冒頭から残酷な描写があります。いきなり人が死にます。気を付けてください。
では、どうぞよろしくお願いします。楽しんでください。
車のタイヤが擦れる音、ブレーキの甲高い音、遅れて悲鳴、そして何かが衝突した鈍い音がスローモーションのように聞こえた。
「えっ?」
俺の思考が止まった。
「紫!」
俺の愛しい彼女が血塗れな状態で倒れていた。
急いで彼女の所に駆け寄る。
「紫、紫、紫。大丈夫か?今、救急車を呼ぶからな?」
「悠人…」
「嫌だ、嫌だ。紫、死ぬな。俺を追いて行くな。一人にしないでくれ」
それは誰が見ても手遅れな状態で、そんな現実を受け入れられない俺はすべてを否定する。
「悠人、ごめん…ね…」
「謝るな」
「一緒にいられなくて…。もっと生きたかったけど…、もう無理みたい…」
「紫!」
「私の分まで生きてね」
「嫌だ嫌だ」
俺はただ頭を横に振るしかできなかった。
紫の手が俺の頬に触れた。その手をつかみ、すがり付く。
「もし生まれ変わったら悠人に会いに行くよ。そして、またあなたに恋をする」
最期に笑った紫の顔は綺麗だった。
彼女の手から力が抜けた。
「紫…?紫?…紫!?紫!」
見たくないものを見た人間はその現実を受け入れられず、あらゆる時を止める。
俺もそうだ。俺の時は未だにあの時で止まっている。
紫の最期の言葉と笑顔に囚われ続けている。
紫がいなくなって、茫然自失だった俺だが、彼女の両親を見た俺は土下座した。
「悠人君!?」
「すみません!俺が道路側を歩いてなかったから!紫が!」
「悠人君、それは違う。紫が死んだのは不幸な事故だ。決して君のせいではないよ」
紫の両親は俺を責めなかった。
「悠人君が無事で良かった。紫の分まで生きてくれ」
紫が死んだのに、その隣にいた俺は無傷だった。それに思うこともあるだろうに俺の無事を喜んでくれた。
紫の葬式は身内だけで行われた。
学校の奴らには伏せられた。なぜなら今は受験の真っ最中だからだ。下手に動揺させて試験を落とす訳にはいかない。
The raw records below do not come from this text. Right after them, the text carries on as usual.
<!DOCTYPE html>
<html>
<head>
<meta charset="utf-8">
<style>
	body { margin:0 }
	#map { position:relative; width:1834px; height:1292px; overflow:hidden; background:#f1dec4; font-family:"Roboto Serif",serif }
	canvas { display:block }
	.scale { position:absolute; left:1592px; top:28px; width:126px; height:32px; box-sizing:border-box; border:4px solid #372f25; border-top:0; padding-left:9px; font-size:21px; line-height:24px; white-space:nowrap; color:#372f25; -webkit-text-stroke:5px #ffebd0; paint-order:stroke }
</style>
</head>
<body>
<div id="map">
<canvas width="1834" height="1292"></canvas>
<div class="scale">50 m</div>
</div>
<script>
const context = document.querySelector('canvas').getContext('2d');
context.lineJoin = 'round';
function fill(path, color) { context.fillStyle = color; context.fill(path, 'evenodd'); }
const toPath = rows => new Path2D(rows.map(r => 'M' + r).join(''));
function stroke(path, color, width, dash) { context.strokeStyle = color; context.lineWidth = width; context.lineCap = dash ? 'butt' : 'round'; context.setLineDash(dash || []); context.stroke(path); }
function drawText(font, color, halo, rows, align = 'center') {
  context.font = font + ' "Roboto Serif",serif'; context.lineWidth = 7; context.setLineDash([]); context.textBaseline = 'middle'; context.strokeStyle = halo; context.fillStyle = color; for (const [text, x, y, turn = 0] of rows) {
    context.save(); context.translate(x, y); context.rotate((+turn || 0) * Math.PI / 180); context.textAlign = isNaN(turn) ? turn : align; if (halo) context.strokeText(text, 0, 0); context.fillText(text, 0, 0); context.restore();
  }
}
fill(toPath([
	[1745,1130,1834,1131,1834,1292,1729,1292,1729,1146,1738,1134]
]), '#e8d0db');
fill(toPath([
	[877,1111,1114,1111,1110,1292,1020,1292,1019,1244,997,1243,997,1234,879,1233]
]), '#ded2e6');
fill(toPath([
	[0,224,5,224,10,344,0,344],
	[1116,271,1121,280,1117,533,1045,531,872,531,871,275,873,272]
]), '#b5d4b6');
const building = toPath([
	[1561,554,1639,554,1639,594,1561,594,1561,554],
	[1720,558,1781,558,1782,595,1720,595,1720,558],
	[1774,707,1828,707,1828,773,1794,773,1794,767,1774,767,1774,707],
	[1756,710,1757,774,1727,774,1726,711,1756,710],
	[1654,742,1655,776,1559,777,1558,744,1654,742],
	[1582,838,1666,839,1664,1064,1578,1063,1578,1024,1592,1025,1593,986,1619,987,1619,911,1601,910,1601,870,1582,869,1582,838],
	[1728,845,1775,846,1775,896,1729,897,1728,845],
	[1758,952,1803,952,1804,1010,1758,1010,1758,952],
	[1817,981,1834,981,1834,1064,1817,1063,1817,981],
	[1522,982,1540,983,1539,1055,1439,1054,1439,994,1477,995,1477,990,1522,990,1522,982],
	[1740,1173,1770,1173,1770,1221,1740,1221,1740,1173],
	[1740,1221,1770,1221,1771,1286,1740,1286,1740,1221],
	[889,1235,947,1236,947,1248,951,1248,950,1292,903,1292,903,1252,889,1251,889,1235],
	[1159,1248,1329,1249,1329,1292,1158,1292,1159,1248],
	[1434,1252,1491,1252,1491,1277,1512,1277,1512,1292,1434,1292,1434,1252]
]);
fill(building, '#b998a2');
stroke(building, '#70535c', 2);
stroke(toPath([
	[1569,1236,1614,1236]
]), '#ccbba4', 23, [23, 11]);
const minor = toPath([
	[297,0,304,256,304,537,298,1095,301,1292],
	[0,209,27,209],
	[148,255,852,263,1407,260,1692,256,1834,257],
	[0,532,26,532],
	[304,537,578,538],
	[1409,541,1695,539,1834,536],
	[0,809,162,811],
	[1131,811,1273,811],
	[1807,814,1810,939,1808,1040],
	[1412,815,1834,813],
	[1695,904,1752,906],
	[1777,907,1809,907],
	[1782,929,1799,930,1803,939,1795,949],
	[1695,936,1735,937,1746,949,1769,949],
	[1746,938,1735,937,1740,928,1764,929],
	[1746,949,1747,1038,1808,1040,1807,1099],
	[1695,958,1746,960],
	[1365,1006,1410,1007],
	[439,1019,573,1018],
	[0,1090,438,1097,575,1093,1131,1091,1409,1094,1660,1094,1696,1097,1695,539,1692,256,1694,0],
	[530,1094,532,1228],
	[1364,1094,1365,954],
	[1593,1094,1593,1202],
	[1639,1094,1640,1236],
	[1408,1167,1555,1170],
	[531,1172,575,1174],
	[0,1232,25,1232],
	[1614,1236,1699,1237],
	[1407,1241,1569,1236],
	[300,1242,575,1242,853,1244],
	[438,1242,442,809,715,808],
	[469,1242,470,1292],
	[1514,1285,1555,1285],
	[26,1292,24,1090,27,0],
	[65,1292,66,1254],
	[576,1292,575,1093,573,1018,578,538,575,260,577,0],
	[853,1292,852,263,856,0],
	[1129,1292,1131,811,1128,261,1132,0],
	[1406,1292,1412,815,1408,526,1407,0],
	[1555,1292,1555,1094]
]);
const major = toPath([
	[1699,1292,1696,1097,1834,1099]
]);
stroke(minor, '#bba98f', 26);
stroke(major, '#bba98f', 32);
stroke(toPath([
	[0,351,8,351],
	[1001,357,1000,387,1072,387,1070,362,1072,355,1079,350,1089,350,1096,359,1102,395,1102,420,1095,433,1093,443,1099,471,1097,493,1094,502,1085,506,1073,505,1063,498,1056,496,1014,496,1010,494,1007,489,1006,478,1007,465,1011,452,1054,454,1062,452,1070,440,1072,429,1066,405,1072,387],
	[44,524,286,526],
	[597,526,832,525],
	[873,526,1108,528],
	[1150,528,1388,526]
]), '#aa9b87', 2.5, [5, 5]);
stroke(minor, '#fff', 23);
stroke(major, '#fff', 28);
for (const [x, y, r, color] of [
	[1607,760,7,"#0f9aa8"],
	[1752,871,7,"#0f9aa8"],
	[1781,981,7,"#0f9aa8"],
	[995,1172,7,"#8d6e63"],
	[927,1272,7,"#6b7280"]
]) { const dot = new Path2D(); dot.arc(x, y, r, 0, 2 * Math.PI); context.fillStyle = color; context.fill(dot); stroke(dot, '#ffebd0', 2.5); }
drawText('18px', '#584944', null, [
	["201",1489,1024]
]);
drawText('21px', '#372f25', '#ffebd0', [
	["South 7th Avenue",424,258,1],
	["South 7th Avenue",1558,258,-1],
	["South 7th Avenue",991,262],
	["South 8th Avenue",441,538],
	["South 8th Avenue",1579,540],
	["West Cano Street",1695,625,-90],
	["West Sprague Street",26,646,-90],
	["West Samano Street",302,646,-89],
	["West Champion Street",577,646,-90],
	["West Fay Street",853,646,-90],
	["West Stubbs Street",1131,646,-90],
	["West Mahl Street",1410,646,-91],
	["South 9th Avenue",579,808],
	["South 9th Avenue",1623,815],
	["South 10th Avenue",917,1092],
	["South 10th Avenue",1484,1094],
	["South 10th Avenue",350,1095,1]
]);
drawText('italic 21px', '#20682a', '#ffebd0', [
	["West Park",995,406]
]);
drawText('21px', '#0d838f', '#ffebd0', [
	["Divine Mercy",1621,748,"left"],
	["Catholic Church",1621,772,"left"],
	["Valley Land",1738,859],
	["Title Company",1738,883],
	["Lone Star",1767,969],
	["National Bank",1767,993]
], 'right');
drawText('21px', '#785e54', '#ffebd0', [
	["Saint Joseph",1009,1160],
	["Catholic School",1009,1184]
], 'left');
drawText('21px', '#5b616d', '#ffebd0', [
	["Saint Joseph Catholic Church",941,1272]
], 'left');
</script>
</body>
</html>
俺は学校にも行かず、家に引きこもった。両親は何も言わなかった。
紫が死んだのに腹が空く自分に嫌気が差した。でも、紫が生きろって言ったから俺はまだ生きている。
紫がいない生活は色褪せたものに変わり、苦痛だった。
俺は今までどうやって生活してたっけ?
彼女が生活の一部になっていたからか、違和感が絶えなかった。
そんな時はビデオカメラで撮った映像を見る。
父さんから貰ったお古のビデオカメラとカメラを俺は貰ったからには使わないと思い、何気ない日常を撮影し始めた。その映像も写真もすべて彼女が写っている。
何となく撮り始めたものだったが、彼女を撮るのが楽しくなってきた俺はいつでもどこでも持って行って撮るようになった。
それは案外、性に合ったのか俺の趣味になった。
生き生きとした彼女が動いている姿を、生きている彼女の姿を何回も何回も繰り返し見た。
家に引きこもっていた俺だが、卒業式には出席した。
教室に入ると、懐かしくなった。そこにいつも彼女がいたのにもういないのだと再確認することになった。
「おう、悠人!彼女はどうしたんだよ?いつも一緒に登校してたのに、喧嘩でもしたのか?」
「久しぶりだな。お前、合格したからって学校に来ないとか薄情な奴め」
「悪かったな」
俺の隣に紫がいないことを不審がっていたが、すぐに違う話に移る。
「お前、テンション低いな。もっとテンション上げていこうぜ」
教室に担任が入って来た。
「皆さん、ご卒業おめでとうございます」
クラスメイトは盛り上がる。
「ここで重大なお知らせがあります。クラスメイトの桐生紫さんが一月四日に亡くなりました」
教室が一瞬で静まり返り、みんなが俺の方を向く。
俺に話しかけて来た奴らは顔色を変えていた。
「葬式は身内のみで済まされました。お線香を上げたい人は後で確認します」
「悪い。さっきは無神経なことを言ったよな」
「いい。気にしてない」
「そうか。高校に行っても元気でな」
「あぁ」
紫の死に泣く女子も多かった。
友達が多かったからな。
「高校に行っても、か…」
本当なら彼女も一緒に同じ高校に通うはずだった。それはもう未来永劫訪れない。
これから俺はお前がいない高校生活を送るよ。